29 October, 2007

Culture-Crossing Couples

It's a cliché to say that the British and Americans are two peoples divided by a common language but often enough Lisa and feel like the living embodiment of this fact. We both claim to speak English but our cultures are much more different than is generally supposed. While this is most often a source of enrichment and expanded horizons, it can also lead to surprisingly difficult frustrations. For that reason we take special pleasure in the company of other cross-cultural couples, whether Anglo-Chinese, Indo-Norwegian or, as in the case of our dinner guests on Saturday, Italian-Korean.

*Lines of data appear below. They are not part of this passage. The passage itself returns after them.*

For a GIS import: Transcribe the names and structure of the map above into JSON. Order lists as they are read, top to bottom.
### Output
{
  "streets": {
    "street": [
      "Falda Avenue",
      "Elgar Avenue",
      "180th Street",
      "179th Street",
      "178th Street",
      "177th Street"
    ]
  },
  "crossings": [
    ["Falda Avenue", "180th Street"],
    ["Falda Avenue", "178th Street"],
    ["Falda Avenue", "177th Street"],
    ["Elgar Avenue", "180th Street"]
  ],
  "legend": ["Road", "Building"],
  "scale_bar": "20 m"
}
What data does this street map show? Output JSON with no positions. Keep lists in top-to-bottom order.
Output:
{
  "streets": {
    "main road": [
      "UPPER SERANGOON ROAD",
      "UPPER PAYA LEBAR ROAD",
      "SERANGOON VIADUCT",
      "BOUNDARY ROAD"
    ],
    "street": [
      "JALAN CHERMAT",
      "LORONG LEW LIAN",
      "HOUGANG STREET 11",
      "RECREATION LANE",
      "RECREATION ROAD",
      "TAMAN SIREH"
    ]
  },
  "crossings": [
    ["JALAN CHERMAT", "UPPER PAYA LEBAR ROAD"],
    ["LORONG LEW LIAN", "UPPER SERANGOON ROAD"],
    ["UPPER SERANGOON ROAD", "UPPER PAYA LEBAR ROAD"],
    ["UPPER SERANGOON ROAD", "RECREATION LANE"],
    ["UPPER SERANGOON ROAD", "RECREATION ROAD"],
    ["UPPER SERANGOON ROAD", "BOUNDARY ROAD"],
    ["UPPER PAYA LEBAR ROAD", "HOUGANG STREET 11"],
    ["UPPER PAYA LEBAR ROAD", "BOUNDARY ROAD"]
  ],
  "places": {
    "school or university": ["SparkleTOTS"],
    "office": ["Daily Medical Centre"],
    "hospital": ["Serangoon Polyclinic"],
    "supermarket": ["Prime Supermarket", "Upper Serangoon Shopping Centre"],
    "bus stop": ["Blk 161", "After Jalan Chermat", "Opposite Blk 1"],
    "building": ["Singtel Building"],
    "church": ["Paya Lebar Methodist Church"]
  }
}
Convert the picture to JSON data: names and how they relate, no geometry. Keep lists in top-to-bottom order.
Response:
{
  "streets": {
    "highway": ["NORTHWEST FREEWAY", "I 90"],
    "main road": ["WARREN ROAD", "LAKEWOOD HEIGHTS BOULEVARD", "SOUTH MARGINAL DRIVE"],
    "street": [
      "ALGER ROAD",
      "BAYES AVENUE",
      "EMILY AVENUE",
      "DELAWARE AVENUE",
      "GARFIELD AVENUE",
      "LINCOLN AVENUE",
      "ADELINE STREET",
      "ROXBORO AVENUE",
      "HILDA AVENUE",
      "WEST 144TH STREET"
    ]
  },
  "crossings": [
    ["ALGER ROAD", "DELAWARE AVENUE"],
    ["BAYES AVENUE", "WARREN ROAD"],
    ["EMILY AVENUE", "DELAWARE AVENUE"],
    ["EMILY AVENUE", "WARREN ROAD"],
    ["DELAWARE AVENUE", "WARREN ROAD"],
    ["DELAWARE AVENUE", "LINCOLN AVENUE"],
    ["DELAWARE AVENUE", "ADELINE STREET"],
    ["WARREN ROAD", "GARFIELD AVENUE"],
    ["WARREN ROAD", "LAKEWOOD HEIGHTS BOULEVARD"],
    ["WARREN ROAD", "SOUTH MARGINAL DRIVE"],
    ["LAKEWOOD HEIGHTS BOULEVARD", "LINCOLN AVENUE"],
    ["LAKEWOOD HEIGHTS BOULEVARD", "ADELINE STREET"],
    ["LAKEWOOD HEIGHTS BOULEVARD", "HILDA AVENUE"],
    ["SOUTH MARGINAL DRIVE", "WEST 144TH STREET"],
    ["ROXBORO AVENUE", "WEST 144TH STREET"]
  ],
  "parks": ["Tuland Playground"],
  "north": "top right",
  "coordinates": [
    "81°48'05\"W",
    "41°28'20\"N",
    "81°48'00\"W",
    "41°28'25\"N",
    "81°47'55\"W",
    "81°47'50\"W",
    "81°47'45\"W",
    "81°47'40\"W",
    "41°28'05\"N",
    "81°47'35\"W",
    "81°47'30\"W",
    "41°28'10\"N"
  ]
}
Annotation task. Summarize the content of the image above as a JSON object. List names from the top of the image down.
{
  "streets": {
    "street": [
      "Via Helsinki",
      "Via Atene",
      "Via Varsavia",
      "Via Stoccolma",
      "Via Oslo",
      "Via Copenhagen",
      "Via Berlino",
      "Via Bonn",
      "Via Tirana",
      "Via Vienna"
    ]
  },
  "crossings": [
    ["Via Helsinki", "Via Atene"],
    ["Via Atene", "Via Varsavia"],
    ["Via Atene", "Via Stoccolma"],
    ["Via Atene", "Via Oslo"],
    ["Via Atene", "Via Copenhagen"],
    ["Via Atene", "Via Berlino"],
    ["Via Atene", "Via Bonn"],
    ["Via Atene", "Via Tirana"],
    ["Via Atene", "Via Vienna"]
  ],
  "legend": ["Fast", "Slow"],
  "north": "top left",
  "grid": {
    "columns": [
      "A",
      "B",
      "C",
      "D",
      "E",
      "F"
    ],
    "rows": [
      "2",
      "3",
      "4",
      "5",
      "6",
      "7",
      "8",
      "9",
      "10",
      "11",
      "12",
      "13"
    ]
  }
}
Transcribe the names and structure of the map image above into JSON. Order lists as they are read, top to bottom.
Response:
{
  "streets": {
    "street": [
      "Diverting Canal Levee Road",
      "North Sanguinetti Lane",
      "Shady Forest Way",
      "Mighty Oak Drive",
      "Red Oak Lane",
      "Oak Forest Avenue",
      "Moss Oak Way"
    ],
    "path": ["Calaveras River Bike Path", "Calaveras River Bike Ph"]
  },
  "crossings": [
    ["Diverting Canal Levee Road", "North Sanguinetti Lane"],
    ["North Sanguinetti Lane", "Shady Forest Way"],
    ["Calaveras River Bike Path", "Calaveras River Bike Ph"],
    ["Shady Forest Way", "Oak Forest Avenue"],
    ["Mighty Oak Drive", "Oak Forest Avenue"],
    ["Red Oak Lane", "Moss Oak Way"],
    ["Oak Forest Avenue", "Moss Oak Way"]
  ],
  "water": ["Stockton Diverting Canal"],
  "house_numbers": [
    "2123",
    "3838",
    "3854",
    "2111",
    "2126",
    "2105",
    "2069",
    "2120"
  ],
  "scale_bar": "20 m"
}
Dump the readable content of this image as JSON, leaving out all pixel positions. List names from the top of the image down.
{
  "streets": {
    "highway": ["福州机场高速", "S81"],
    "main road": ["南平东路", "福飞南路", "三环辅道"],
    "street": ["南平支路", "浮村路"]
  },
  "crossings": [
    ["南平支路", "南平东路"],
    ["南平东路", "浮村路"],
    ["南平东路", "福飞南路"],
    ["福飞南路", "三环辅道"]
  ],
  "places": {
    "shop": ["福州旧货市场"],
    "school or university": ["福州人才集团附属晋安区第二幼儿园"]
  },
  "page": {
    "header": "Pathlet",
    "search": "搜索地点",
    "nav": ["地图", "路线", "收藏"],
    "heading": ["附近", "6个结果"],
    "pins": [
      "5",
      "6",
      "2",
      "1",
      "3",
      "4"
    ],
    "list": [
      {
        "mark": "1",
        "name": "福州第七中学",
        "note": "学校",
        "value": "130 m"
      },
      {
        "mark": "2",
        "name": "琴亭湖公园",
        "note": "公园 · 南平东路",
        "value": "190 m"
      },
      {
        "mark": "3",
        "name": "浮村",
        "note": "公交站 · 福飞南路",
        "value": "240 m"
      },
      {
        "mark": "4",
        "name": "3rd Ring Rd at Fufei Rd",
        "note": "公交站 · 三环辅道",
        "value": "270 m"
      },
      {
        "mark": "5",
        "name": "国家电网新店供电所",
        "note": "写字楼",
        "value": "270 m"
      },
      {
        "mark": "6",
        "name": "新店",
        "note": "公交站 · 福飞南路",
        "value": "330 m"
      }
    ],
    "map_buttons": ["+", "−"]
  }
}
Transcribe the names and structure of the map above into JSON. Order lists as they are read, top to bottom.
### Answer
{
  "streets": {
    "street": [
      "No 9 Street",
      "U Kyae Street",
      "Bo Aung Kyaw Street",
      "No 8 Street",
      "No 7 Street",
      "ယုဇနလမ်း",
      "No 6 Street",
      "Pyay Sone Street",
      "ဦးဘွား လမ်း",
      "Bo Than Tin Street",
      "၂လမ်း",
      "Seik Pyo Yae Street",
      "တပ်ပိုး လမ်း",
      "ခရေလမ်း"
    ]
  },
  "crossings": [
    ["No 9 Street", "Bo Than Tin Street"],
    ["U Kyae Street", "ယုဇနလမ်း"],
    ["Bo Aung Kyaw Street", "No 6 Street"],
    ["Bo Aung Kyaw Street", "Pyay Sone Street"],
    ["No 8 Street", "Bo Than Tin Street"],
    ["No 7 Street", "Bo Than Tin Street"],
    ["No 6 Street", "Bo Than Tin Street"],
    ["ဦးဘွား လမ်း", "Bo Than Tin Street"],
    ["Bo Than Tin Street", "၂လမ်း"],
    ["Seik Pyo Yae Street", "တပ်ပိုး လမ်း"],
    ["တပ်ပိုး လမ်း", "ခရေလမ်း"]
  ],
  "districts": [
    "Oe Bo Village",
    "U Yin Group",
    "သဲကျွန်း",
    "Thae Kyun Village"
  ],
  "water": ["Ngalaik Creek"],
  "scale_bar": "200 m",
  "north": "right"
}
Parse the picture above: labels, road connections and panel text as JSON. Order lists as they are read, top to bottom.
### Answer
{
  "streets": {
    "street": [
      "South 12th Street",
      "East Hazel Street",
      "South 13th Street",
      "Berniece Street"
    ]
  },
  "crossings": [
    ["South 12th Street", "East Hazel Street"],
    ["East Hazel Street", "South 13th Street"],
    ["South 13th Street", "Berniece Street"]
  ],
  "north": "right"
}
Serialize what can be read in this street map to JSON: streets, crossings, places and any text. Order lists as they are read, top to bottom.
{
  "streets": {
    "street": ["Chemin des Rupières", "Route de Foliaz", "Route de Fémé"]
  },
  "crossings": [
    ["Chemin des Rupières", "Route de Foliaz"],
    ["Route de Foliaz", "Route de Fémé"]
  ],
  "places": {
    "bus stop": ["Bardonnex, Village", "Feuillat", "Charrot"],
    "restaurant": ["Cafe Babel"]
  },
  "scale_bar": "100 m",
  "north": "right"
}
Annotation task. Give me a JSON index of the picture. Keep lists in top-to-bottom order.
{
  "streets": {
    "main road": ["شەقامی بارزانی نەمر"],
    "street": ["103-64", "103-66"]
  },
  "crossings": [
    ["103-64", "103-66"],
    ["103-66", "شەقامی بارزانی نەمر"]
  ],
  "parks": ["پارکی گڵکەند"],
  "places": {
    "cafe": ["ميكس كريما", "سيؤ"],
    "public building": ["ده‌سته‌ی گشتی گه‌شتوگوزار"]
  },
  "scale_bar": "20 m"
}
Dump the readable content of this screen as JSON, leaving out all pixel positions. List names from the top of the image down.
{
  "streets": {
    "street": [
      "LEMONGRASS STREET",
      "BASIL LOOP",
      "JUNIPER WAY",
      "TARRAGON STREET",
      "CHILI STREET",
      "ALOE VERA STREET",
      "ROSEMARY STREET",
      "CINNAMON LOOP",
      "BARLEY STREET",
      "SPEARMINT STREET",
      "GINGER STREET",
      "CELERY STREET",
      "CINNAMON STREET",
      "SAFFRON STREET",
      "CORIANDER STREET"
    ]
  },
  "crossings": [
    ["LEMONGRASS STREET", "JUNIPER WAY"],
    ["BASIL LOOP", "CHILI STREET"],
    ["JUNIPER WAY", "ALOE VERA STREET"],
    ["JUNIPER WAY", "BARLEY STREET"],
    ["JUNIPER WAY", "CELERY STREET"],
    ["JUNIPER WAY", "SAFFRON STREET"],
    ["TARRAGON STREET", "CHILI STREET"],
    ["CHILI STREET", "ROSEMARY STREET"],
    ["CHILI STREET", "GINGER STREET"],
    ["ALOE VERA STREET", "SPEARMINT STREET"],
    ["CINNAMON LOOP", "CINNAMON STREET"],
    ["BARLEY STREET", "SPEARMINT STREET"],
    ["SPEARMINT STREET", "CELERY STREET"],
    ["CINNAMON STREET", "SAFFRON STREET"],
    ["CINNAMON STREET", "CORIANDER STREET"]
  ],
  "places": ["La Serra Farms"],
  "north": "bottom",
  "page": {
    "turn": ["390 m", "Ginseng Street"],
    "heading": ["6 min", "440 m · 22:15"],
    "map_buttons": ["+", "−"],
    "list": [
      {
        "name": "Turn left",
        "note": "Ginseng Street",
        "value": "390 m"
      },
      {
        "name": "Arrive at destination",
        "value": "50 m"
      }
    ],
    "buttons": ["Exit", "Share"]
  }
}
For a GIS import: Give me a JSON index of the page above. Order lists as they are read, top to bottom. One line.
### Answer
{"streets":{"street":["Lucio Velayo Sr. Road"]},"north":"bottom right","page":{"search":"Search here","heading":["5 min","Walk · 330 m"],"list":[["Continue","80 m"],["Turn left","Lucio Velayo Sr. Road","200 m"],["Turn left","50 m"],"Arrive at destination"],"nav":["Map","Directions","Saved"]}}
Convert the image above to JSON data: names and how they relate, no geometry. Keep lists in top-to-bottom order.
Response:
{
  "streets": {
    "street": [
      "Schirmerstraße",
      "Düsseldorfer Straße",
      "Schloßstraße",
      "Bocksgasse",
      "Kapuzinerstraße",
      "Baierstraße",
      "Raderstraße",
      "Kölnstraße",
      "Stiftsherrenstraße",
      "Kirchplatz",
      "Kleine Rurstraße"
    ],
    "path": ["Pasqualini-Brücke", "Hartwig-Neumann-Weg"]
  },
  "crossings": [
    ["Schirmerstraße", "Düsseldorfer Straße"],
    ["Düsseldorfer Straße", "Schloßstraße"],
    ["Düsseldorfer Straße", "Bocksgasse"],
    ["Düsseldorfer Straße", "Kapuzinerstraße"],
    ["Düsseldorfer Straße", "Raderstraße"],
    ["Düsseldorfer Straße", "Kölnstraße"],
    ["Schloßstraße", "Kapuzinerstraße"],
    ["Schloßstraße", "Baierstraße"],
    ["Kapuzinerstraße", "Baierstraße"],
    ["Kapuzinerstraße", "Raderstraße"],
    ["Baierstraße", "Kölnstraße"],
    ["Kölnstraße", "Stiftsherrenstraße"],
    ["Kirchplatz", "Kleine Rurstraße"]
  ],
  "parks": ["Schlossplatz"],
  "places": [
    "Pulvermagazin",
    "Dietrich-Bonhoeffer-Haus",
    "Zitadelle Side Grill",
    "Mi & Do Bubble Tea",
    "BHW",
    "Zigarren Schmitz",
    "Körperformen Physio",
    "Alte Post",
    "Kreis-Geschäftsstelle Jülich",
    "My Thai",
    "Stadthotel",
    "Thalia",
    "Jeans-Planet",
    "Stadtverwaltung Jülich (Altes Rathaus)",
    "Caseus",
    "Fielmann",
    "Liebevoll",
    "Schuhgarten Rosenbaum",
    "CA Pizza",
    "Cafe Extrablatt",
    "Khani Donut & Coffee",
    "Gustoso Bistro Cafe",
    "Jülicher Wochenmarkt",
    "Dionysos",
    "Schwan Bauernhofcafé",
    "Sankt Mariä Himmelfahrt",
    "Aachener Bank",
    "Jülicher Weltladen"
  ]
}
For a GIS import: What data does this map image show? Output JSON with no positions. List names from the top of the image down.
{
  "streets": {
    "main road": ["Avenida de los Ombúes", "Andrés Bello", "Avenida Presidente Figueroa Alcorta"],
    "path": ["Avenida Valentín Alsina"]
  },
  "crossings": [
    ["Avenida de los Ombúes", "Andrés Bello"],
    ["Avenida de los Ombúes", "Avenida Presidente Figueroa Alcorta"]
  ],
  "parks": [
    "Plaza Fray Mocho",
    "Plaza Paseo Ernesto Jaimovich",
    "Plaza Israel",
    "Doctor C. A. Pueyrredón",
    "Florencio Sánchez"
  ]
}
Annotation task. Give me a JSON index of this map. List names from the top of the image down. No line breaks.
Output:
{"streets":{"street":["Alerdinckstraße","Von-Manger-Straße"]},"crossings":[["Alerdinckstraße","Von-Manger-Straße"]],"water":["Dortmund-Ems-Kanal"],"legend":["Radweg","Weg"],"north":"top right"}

Our Neapolitan friend, Chiara, introduced us to Clemente from Northen Italy last August but it took to now for us to meet his lovely Korean wife Myung Hee. As this was their first time as our guests we subjected them to our signature appetiser of escargots and the main course was pizza, partly contributed by Clemente. Much of the conversation was taken up with comparing notes on our various experiences in getting hooked up with a partner from another culture and how we manage the tensions that cross-cultural living throws up.

Our menu for the evening was conspicuously missing any contribution from Myung Hee's part of the world, so we quickly agreed that our next get-together should rectify that and focus on Korean cuisine. We hope it won't be very long at all before that comes off. As always the talk ran late into the evening and so it came about that, in the photo (taken right at the end of the evening), Lisa is checking the times of the last bus home with our guests: it had already gone, so a taxi was summoned forthwith!

01 October, 2007

Once More Unto the Breach

Tomorrow is the first day of the Michaelmas Full Term at Cambridge, the start of the new academical year. The nature of my job (IT support to the Faculty of Asian & Middle Eastern Studies) differs radically between term-time and vacations and Michaelmas is always the most intense and stressful of the three. I had last week off work to take a deep breath before diving in. For most of that week, Lisa was away in New York City visiting her sister and four young nieces and nephews she hadn't previously met. The photo shown was taken from the Staten Island Ferry looking back at the southern tip of Manhattan.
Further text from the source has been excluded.